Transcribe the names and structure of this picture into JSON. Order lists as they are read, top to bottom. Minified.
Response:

**********

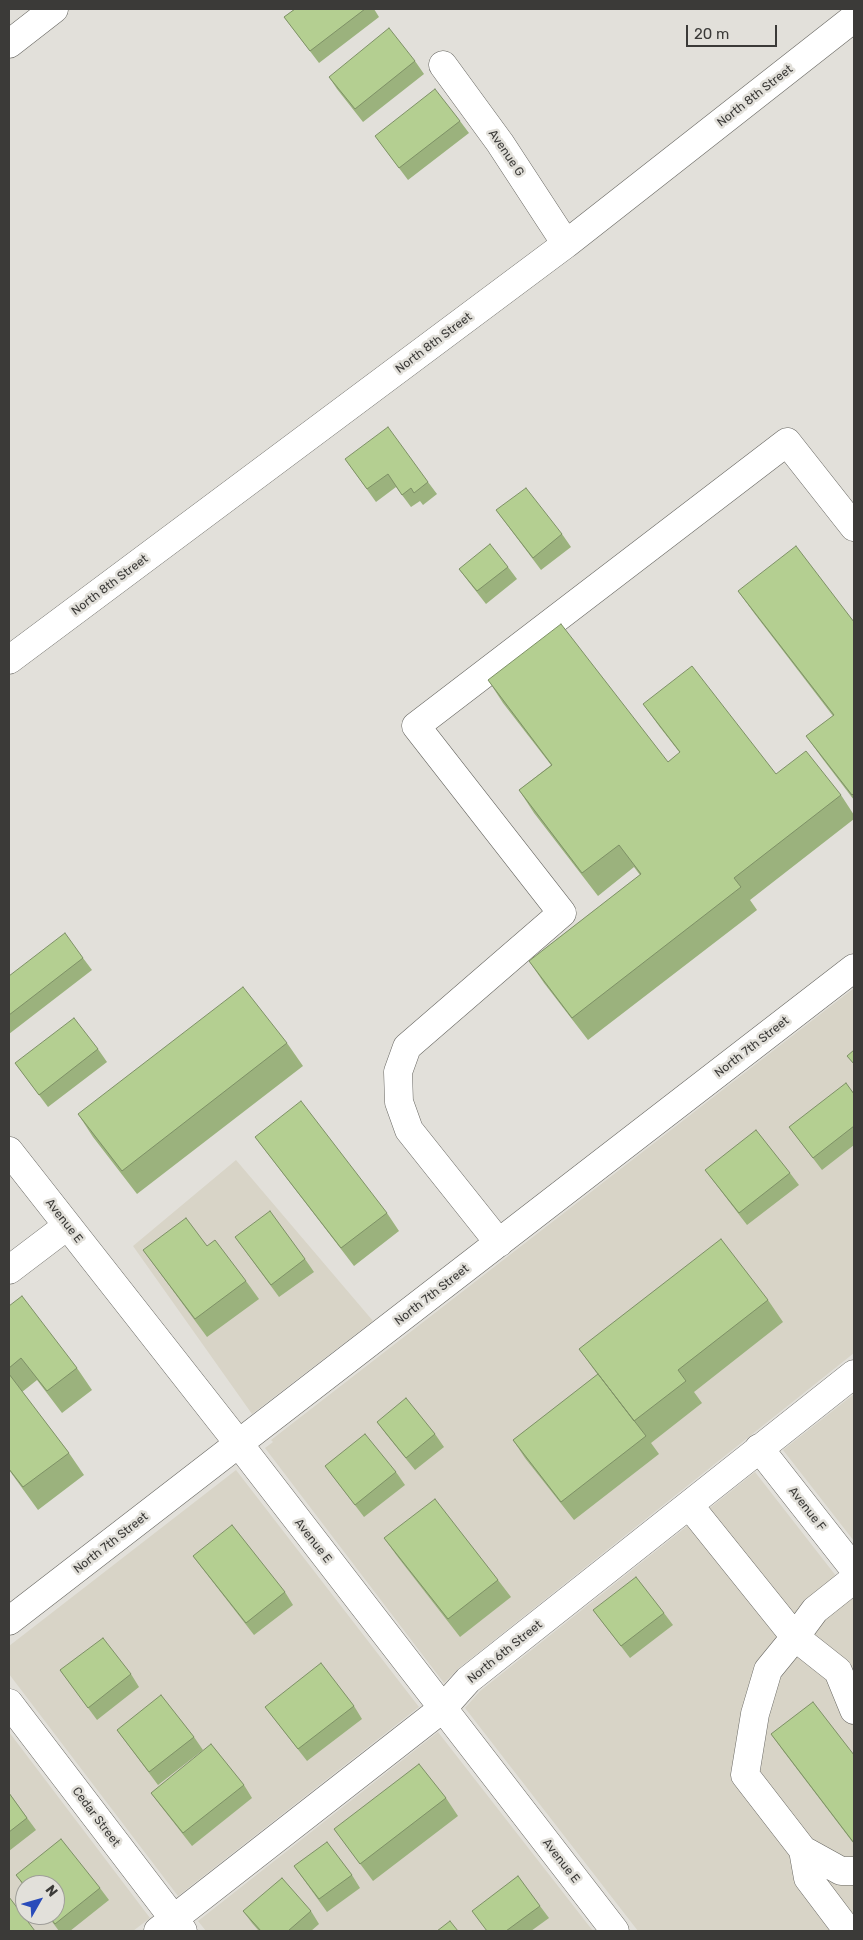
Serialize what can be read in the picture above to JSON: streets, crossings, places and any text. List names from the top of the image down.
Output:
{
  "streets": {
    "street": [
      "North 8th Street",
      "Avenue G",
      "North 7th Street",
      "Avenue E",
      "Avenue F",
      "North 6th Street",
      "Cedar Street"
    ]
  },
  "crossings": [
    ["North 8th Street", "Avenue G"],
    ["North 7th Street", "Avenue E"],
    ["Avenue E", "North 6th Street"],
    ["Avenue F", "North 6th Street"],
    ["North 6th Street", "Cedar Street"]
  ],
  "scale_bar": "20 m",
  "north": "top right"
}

**********

- **Problem to solve**
Among the entries above, determine how many lines hold the string "picture" and report that number alone.

- **Worked solution**
2